Co-produced with Wales Millennium Centre and running at over two and a half hours, Nye is a too full, yet too simplified, survey of the personal and political elements in Bevan’s world, with some high-pitched moments accompanied by syrupy music.
Bevan is presented as a renegade, Jeremy Corbyn-like figure of his day: both a thorn in the side of Winston Churchill (impersonated well by Tony Jayawardena) and the Labour party. There are council meetings, parliamentary debates, his first meeting with his wife, Jennie Lee (Sharon Small), the war and its aftermath. So much is packed in that the momentous invention of the NHS is tackled, as if in summary, in the last half hour.
Only then do we hear how the nation’s doctors were heavily opposed to Bevan’s proposition.
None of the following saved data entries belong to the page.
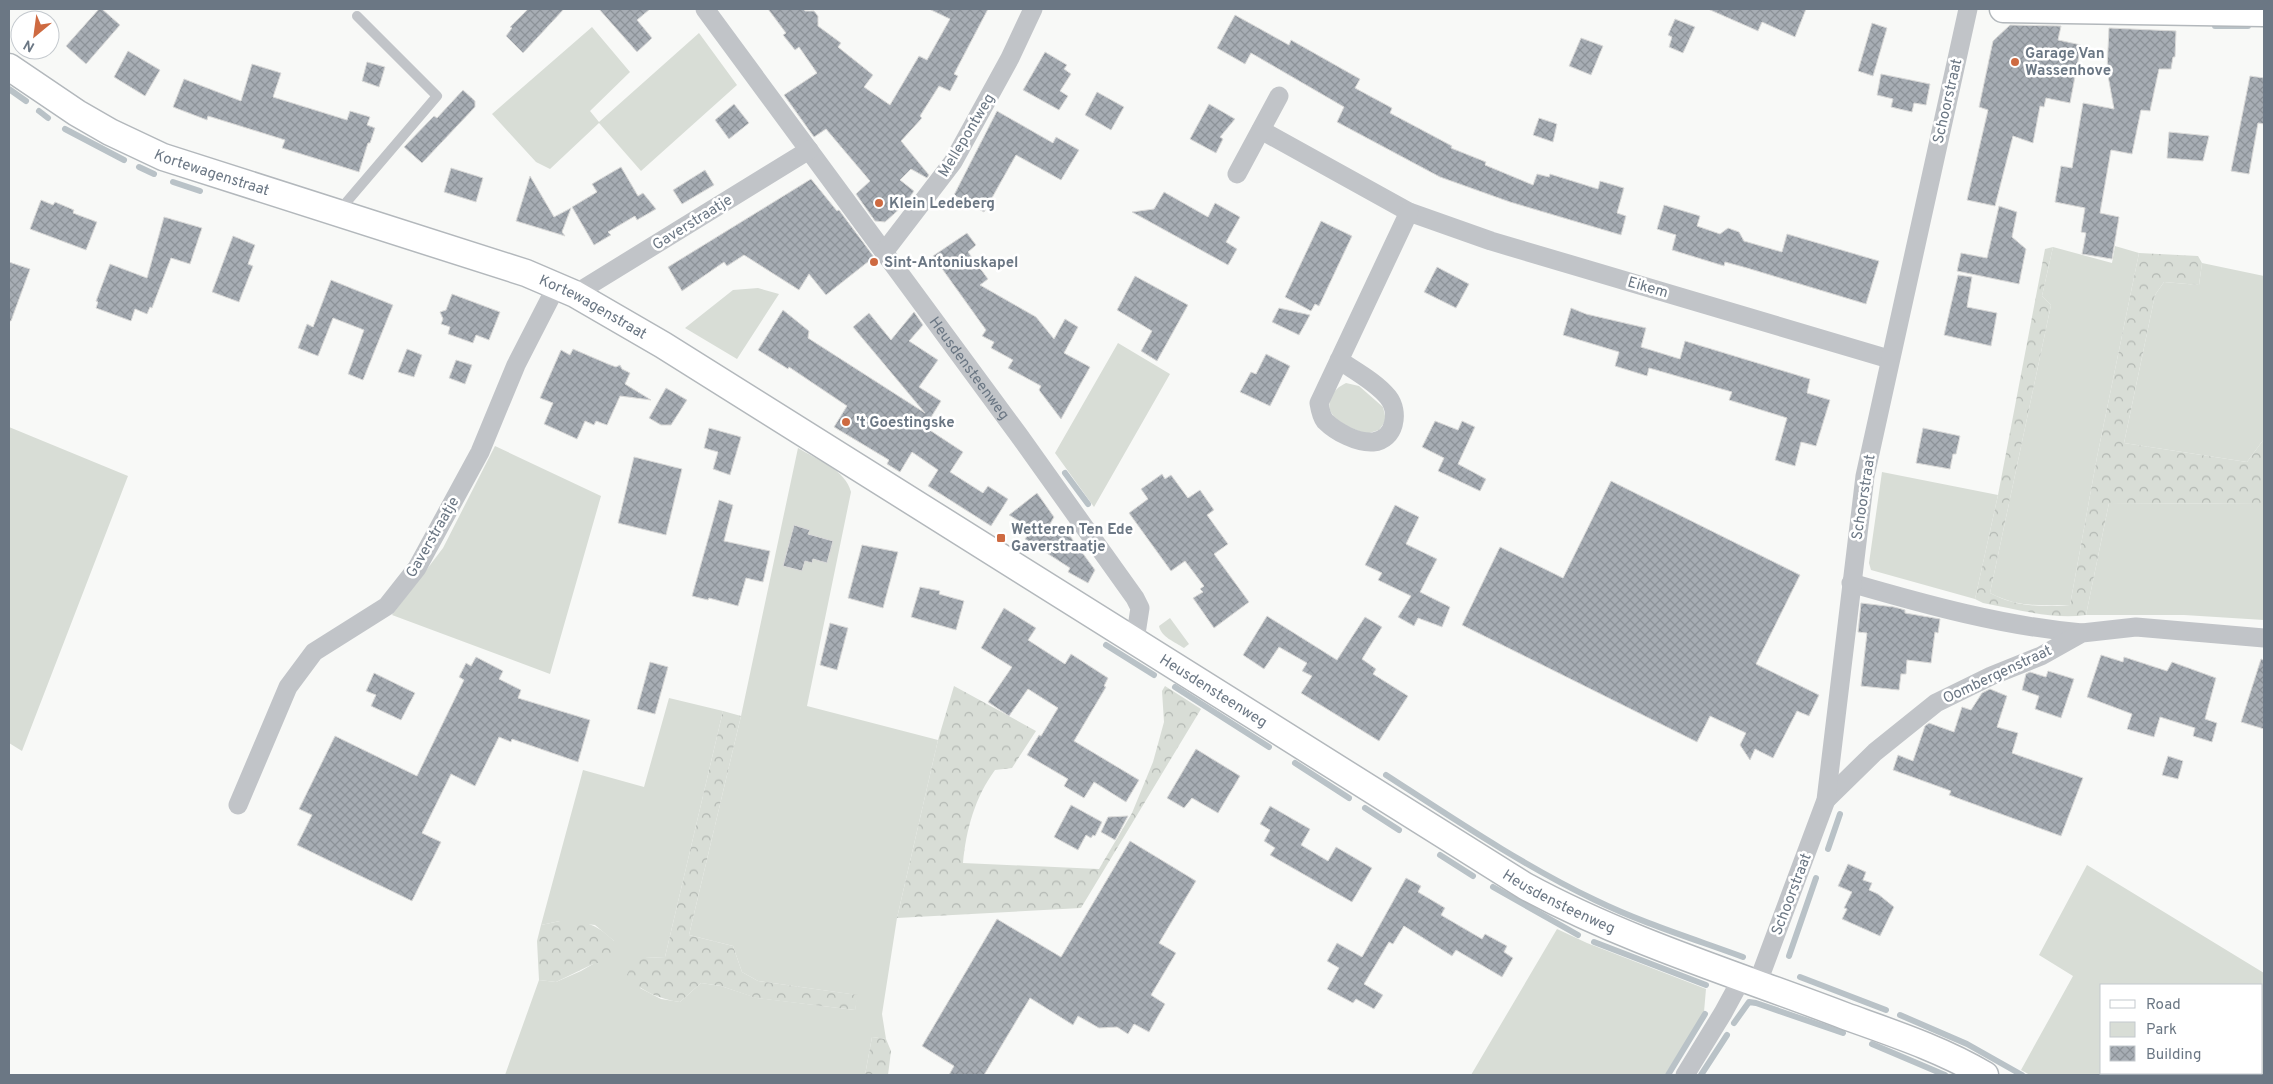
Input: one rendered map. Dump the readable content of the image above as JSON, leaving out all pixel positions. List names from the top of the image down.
{
  "streets": {
    "street": [
      "Schoorstraat",
      "Mellepontweg",
      "Kortewagenstraat",
      "Gaverstraatje",
      "Eikem",
      "Heusdensteenweg",
      "Oombergenstraat"
    ]
  },
  "crossings": [
    ["Schoorstraat", "Eikem"],
    ["Schoorstraat", "Heusdensteenweg"],
    ["Schoorstraat", "Oombergenstraat"],
    ["Mellepontweg", "Heusdensteenweg"],
    ["Kortewagenstraat", "Gaverstraatje"],
    ["Kortewagenstraat", "Heusdensteenweg"],
    ["Gaverstraatje", "Heusdensteenweg"]
  ],
  "places": {
    "other": [
      "Garage Van Wassenhove",
      "Klein Ledeberg",
      "Sint-Antoniuskapel",
      "'t Goestingske"
    ],
    "transit": ["Wetteren Ten Ede Gaverstraatje"]
  },
  "legend": ["Road", "Park", "Building"],
  "north": "bottom left"
}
There are exchanges on a screen with an army of hostile medics who look like Minority Report holograms, but we whizz past this opposition, which has enough in-built conflict to be worthy of is own full-length drama.
Sheen (grey helmet hair, chequered pyjamas) is well cast for his natural charm. He brings a curious fey playfulness and vulnerability but does not plumb the depths of his commanding character – or perhaps the busy script simply does not allow it. However, Bevan’s limitations as a son to his dying father bring some emotional mileage as he is too busy caring for the nation’s wellbeing to be there for him.
Small is not given much room for manoeuvre either, and Lee is used for exposition purposes rather than dramatic ones. She talks of her open marriage, describing Bevan as a “rutting stag”, which sits at odds with the cutely pyjama-clad man on stage. There are brief reflections on navigations between her career as Westminster’s youngest MP – and one of only five women – and her marriage. Both she and Bevan hailed from working-class backgrounds and there is a moment when he talks about “impostor syndrome” in this hallowed space. She is unequivocal in her outsider status: “That’s why this place needs us.” Despite these feisty lines, she remains flat, which seems a crime – her character could have been far richer.
Nye is still a vital play because Bevan is a vital man of British history. It succeeds in showing us just how high the hurdles he faced were. When he describes prewar healthcare – one service for the rich, one for the poor – it rings of today’s two-tiered system. “I want to give you your dignity,” he says, as the NHS launches. It is a rousing moment yet contains a terrible, tragic irony, given what is coming to pass with his precious legacy.